* Saved entries
::::
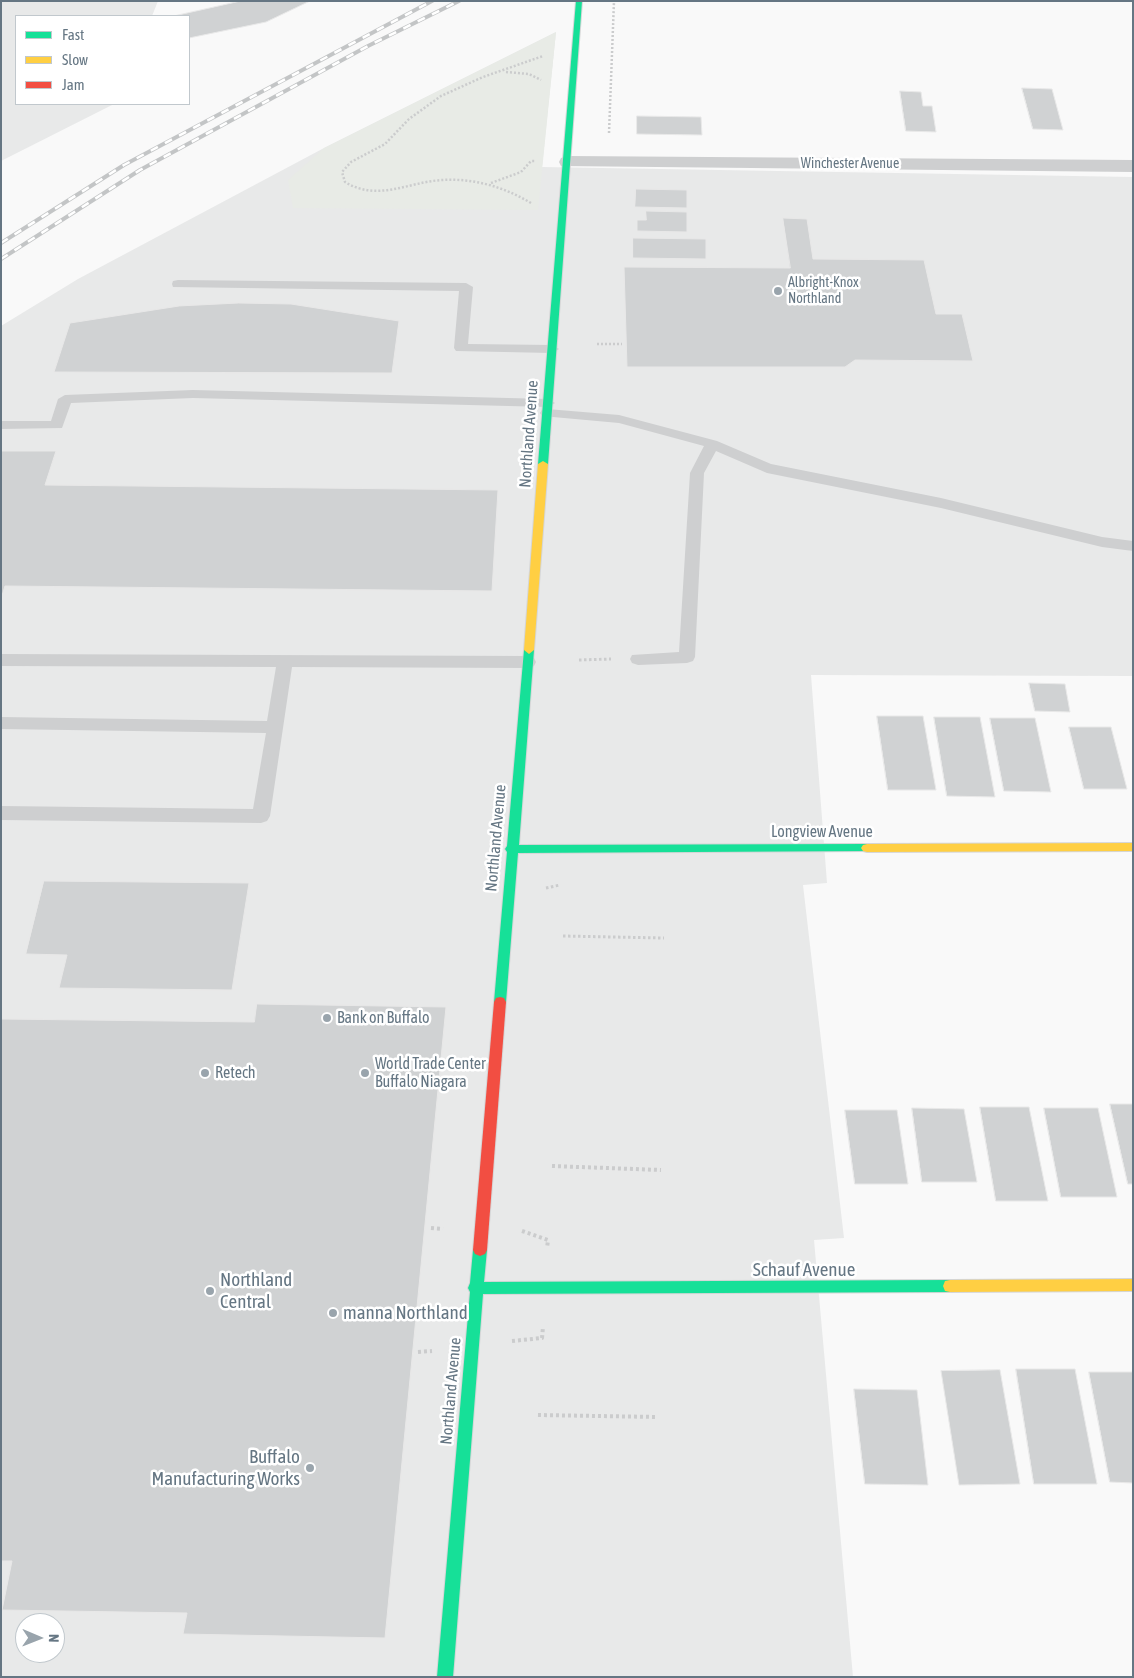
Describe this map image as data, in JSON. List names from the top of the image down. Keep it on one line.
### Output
{"streets":{"street":["Winchester Avenue","Northland Avenue","Longview Avenue","Schauf Avenue"]},"crossings":[["Winchester Avenue","Northland Avenue"],["Northland Avenue","Longview Avenue"],["Northland Avenue","Schauf Avenue"]],"places":["Albright-Knox Northland","Bank on Buffalo","Retech","World Trade Center Buffalo Niagara","Northland Central","manna Northland","Buffalo Manufacturing Works"],"legend":["Fast","Slow","Jam"],"north":"right"}
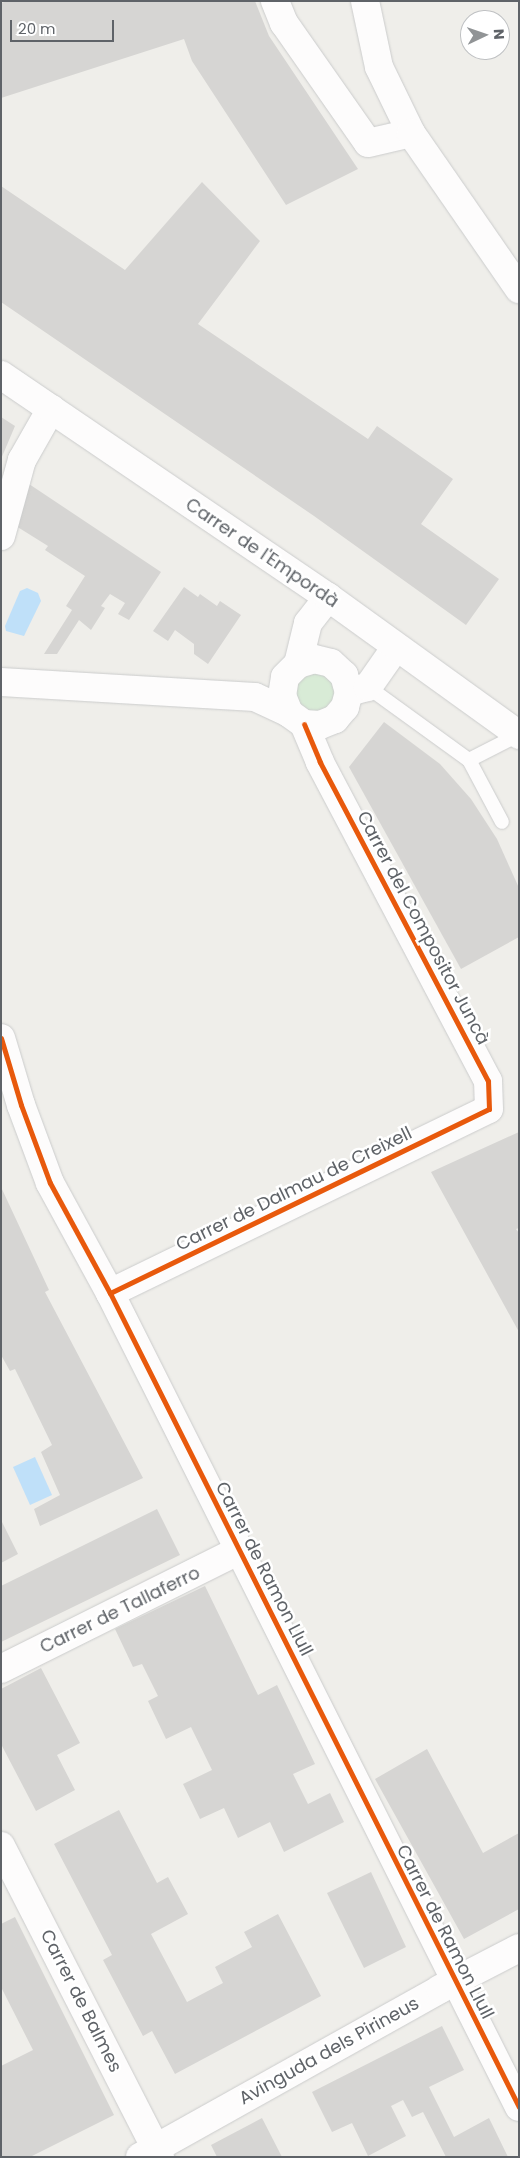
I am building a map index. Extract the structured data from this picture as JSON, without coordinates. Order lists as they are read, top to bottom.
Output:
{
  "streets": {
    "street": [
      "Carrer de l'Empordà",
      "Carrer del Compositor Juncà",
      "Carrer de Dalmau de Creixell",
      "Carrer de Ramon Llull",
      "Carrer de Tallaferro",
      "Carrer de Balmes",
      "Avinguda dels Pirineus"
    ]
  },
  "crossings": [
    ["Carrer del Compositor Juncà", "Carrer de Dalmau de Creixell"],
    ["Carrer de Dalmau de Creixell", "Carrer de Ramon Llull"],
    ["Carrer de Ramon Llull", "Carrer de Tallaferro"],
    ["Carrer de Ramon Llull", "Avinguda dels Pirineus"],
    ["Carrer de Balmes", "Avinguda dels Pirineus"]
  ],
  "scale_bar": "20 m",
  "north": "right"
}
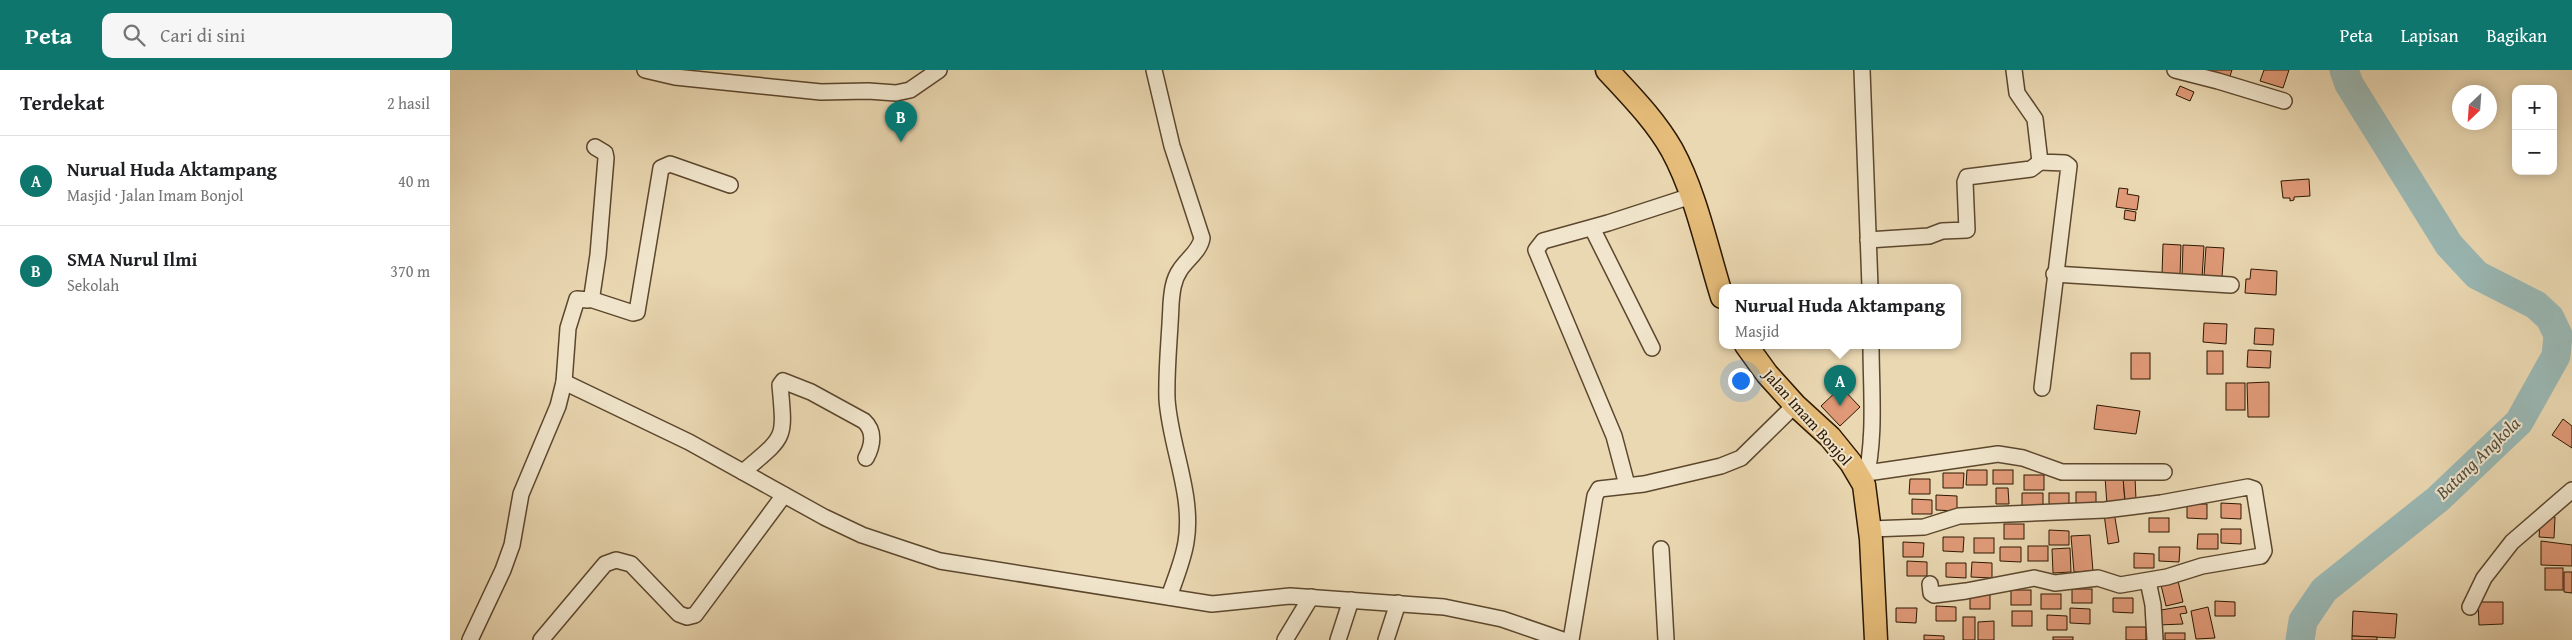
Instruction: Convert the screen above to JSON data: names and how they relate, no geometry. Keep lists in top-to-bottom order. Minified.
{"streets":{"highway":["Jalan Imam Bonjol"]},"water":["Batang Angkola"],"north":"bottom left","page":{"header":"Peta","search":"Cari di sini","nav":["Peta","Lapisan","Bagikan"],"heading":["Terdekat","2 hasil"],"map_buttons":["+","−"],"pins":["B","A"],"list":[{"mark":"A","name":"Nurual Huda Aktampang","note":"Masjid · Jalan Imam Bonjol","value":"40 m"},{"mark":"B","name":"SMA Nurul Ilmi","note":"Sekolah","value":"370 m"}],"popup":["Nurual Huda Aktampang","Masjid"]}}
::::
* WHAT IS NEEDED
Please repeat the entries above exactly, leaving out any pictures.

* EXERCISE RESULT
Describe this map image as data, in JSON. List names from the top of the image down. Keep it on one line.
### Output
{"streets":{"street":["Winchester Avenue","Northland Avenue","Longview Avenue","Schauf Avenue"]},"crossings":[["Winchester Avenue","Northland Avenue"],["Northland Avenue","Longview Avenue"],["Northland Avenue","Schauf Avenue"]],"places":["Albright-Knox Northland","Bank on Buffalo","Retech","World Trade Center Buffalo Niagara","Northland Central","manna Northland","Buffalo Manufacturing Works"],"legend":["Fast","Slow","Jam"],"north":"right"}
I am building a map index. Extract the structured data from this picture as JSON, without coordinates. Order lists as they are read, top to bottom.
Output:
{
  "streets": {
    "street": [
      "Carrer de l'Empordà",
      "Carrer del Compositor Juncà",
      "Carrer de Dalmau de Creixell",
      "Carrer de Ramon Llull",
      "Carrer de Tallaferro",
      "Carrer de Balmes",
      "Avinguda dels Pirineus"
    ]
  },
  "crossings": [
    ["Carrer del Compositor Juncà", "Carrer de Dalmau de Creixell"],
    ["Carrer de Dalmau de Creixell", "Carrer de Ramon Llull"],
    ["Carrer de Ramon Llull", "Carrer de Tallaferro"],
    ["Carrer de Ramon Llull", "Avinguda dels Pirineus"],
    ["Carrer de Balmes", "Avinguda dels Pirineus"]
  ],
  "scale_bar": "20 m",
  "north": "right"
}
Instruction: Convert the screen above to JSON data: names and how they relate, no geometry. Keep lists in top-to-bottom order. Minified.
{"streets":{"highway":["Jalan Imam Bonjol"]},"water":["Batang Angkola"],"north":"bottom left","page":{"header":"Peta","search":"Cari di sini","nav":["Peta","Lapisan","Bagikan"],"heading":["Terdekat","2 hasil"],"map_buttons":["+","−"],"pins":["B","A"],"list":[{"mark":"A","name":"Nurual Huda Aktampang","note":"Masjid · Jalan Imam Bonjol","value":"40 m"},{"mark":"B","name":"SMA Nurul Ilmi","note":"Sekolah","value":"370 m"}],"popup":["Nurual Huda Aktampang","Masjid"]}}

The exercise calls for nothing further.